Better switchgrass, better biofuel
June 17, 2015 - Kaine Korzekwa
Using switchgrass to produce biofuel is one way to decrease the United States’ dependence on oil, but growing it and making it profitable can be complicated.
Switchgrass is an excellent candidate for biofuel production. It is an adaptable plant that can grow on millions of acres of U.S. lands that cannot support crop or food production. It is also a renewable resource.
“Many of these lands are currently in the Conservation Reserve Program,” says Michael Casler, a research geneticist with the USDA Agricultural Research Service, located at the U.S. Dairy Forage Research Center. “They are set aside for soil and water conservation only, with no crop production allowed. Growing switchgrass could serve both soil and water conservation goals and provide biomass for energy production.”
However, growing and processing switchgrass is barely profitable. It lacks qualities, such as high biomass yield, needed to maximize biofuel production.

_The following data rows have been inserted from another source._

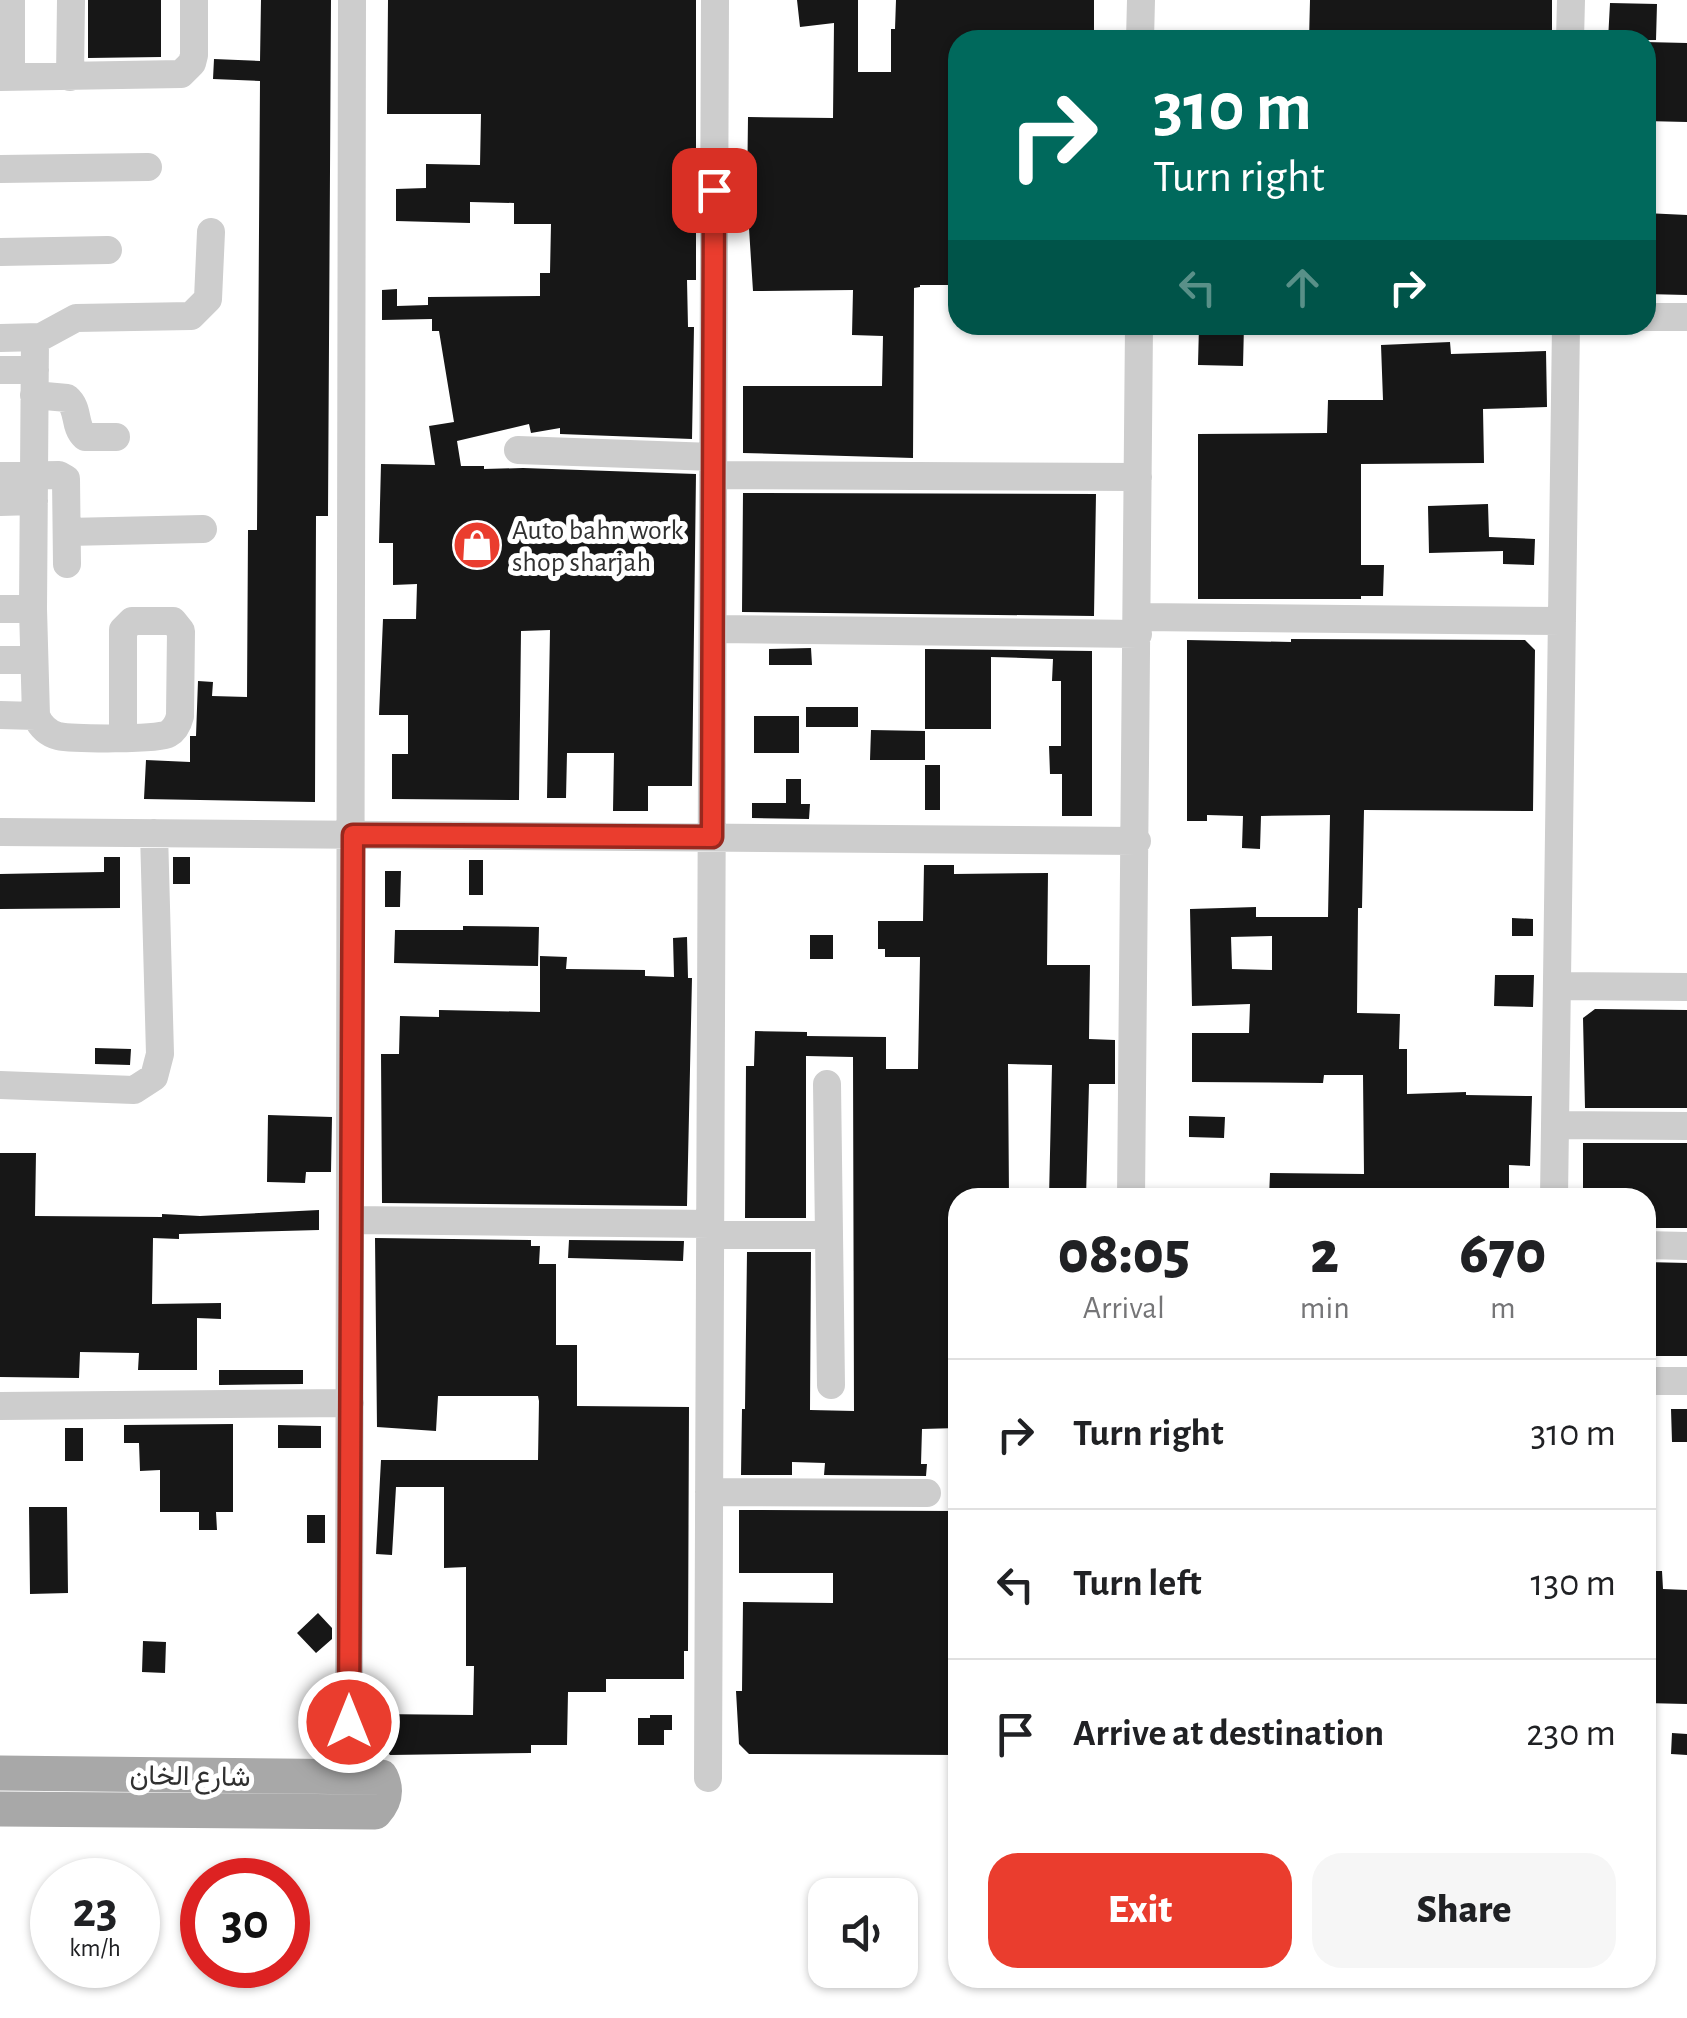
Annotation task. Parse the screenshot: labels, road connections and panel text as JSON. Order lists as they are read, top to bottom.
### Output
{
  "streets": {
    "main road": ["شارع الخان"]
  },
  "places": {
    "shop": ["Auto bahn work shop sharjah"]
  },
  "page": {
    "turn": ["310 m", "Turn right"],
    "eta": [
      "08:05",
      "Arrival",
      "2",
      "min",
      "670",
      "m"
    ],
    "list": [
      {
        "name": "Turn right",
        "value": "310 m"
      },
      {
        "name": "Turn left",
        "value": "130 m"
      },
      {
        "name": "Arrive at destination",
        "value": "230 m"
      }
    ],
    "buttons": ["Exit", "Share"],
    "speed": "23 km/h",
    "limit": "30"
  }
}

Thankfully, Casler and others are trying to change that by using alternative breeding methods. Zulfi Jahufer is a senior research scientist in genetics and plant breeding at the AgResearch Grasslands Research Centre in Palmerston North in New Zealand, and was a co-researcher with Casler.
But achieving their goals isn’t easy. The ideal switchgrass wouldn’t possess one trait, but many. It would have a high amount of biomass per acre and be able to produce a lot of ethanol. It would also have low levels of lignin, a material found inside plants that prevents maximum ethanol production.
Basic plant breeding is simple. Large numbers of plants are grown and evaluated in the field. Researchers select only the best plants with the desired traits and use them to breed the next generation of offspring, explains Jahufer.
When the ideal plant would contain more than one important trait, it’s inefficient to select for them one at a time. To combat this issue, and breed switchgrass that has the optimal combination of these traits, the researchers tried evaluating plants using the Smith-Hazel Selection Index.
This index allowed the researchers to estimate and combine information on multiple traits. It also looked at the economic value of each trait, which further maximizes the rating.
“The Smith-Hazel selection index was first developed for animal breeding to select for multiple traits,” Jahufer says. “This index is also commonly used in tree breeding, as multi-trait selection is of significant importance in that industry.”
He adds that while the results reported are only predicted responses to selection and are specific to a particular type of switchgrass, the study does bring light to the value of using the Smith-Hazel index. By having a way to select for multiple traits at once, the process of breeding the ideal switchgrass could be sped up considerably.
“A selection index in our study that was based on increasing biomass yield and ethanol and decreasing lignin content enabled identification of individual plant families with potential for enhancing ethanol production,” he says. “These would otherwise have been left out in commonly practiced single-trait selection for biomass yield.”
The two researchers say the next step needed to meet their goals is to use the protocols in an actual breeding program. They will begin to employ the best selection indices over the next few generations to obtain a more ideal switchgrass.
“After we achieve the yield and conversion goals, switchgrass could be a significant component of biomass crop grown east of the Rocky Mountains,” says Casler. “We think we can achieve those goals by 2025.”
This research was recently published in the journal Crop Science.